Procuremos, carísimos hermanos, que, acogiéndonos constantemente a la protección del baluarte de esta roca, jamás seamos arrancados de la firmeza de la fe ni por el terror provocado por la contrariedad de las cosas que pasan ni por la sirena de la comodidad. De momento, dando de lado a las delicias temporales, encontremos sólo deleite en los dones celestiales de nuestro Redentor, y, entre las brumas del siglo, hallemos sólo consuelo en la esperanza de aquella visión.
Meditemos atentamente el egregio ejemplo de David, profeta y rey, quien, no pudiendo encontrar solaz para su alma en la abundancia de honores y riquezas que trae consigo el ajetreo del reino, elevando finalmente la mirada del alma al deseo de las cosas celestiales, se acordó de Dios y se llenó de júbilo.

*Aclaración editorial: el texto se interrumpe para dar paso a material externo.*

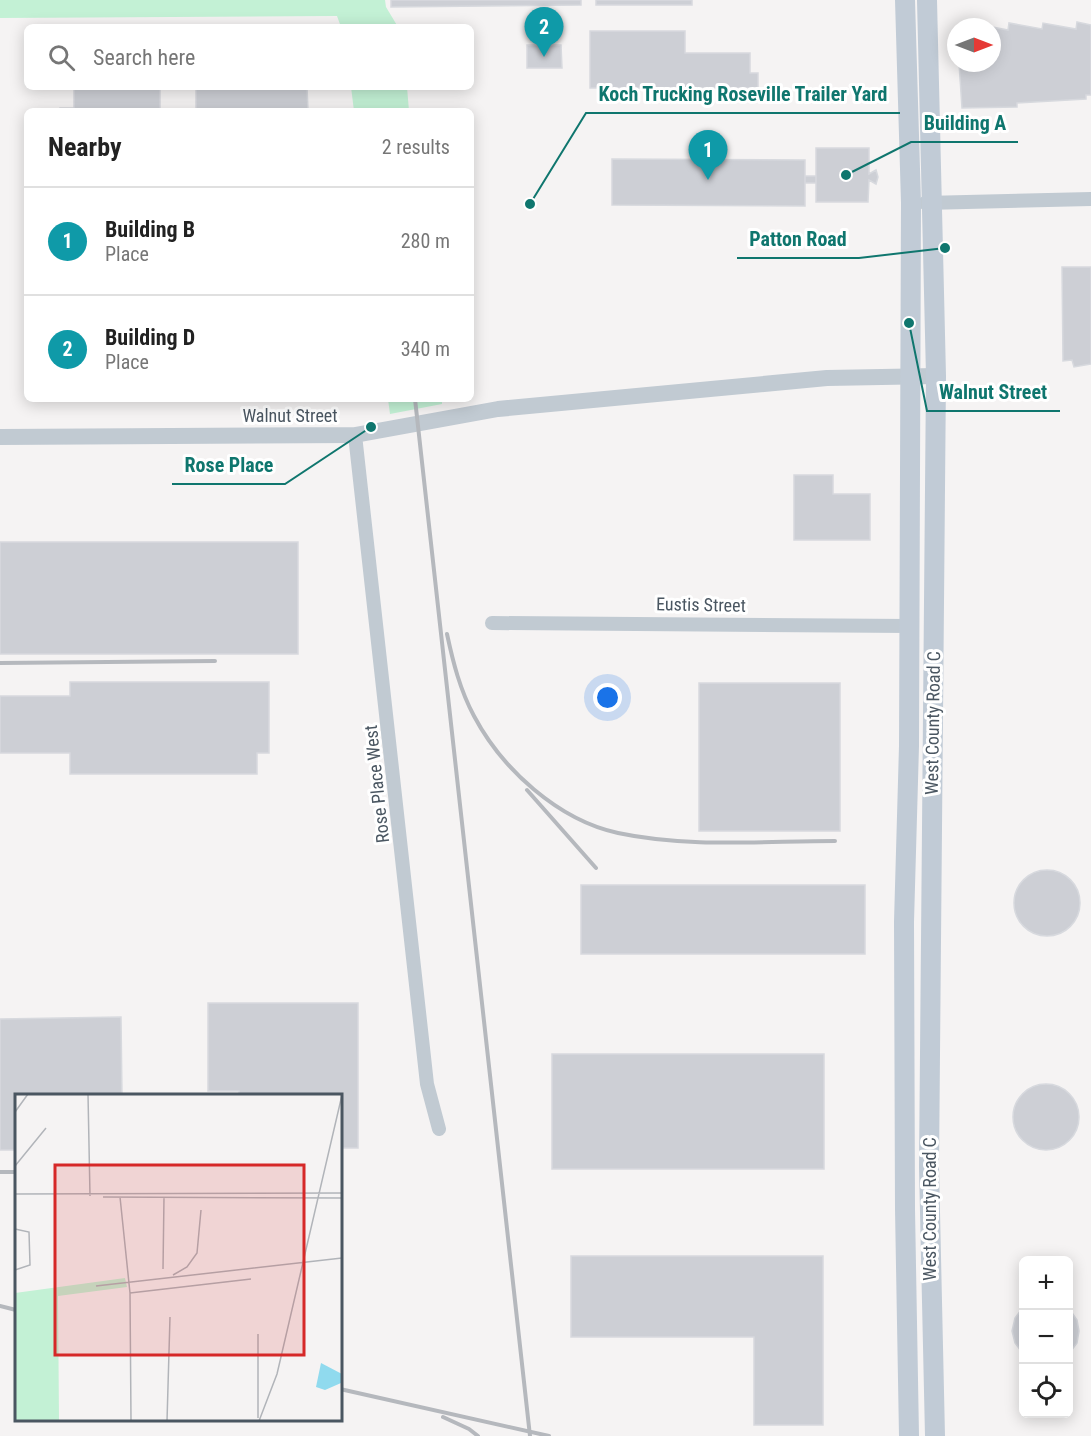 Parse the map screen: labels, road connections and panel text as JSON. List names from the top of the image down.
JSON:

Afanémonos, pues, en apartar de nuestro cuerpo y de nuestra alma el obstáculo de los vicios que acostumbran a impedir la visión de Dios, a fin de que merezcamos conseguirla. Pues a él no se llega si no es caminando en la rectitud de corazón, ni es posible contemplar su rostro inmaculado si no es por los limpios de corazón. Dichosos los limpios de corazón, porque ellosverán a Dios. Lo cual se digne concedernos el que se ha dignado prometerlo, Jesucristo, Dios y Señor nuestro, que vive y reina con el Padre en la unidad del Espíritu Santo, por los siglos de los siglos. Amén.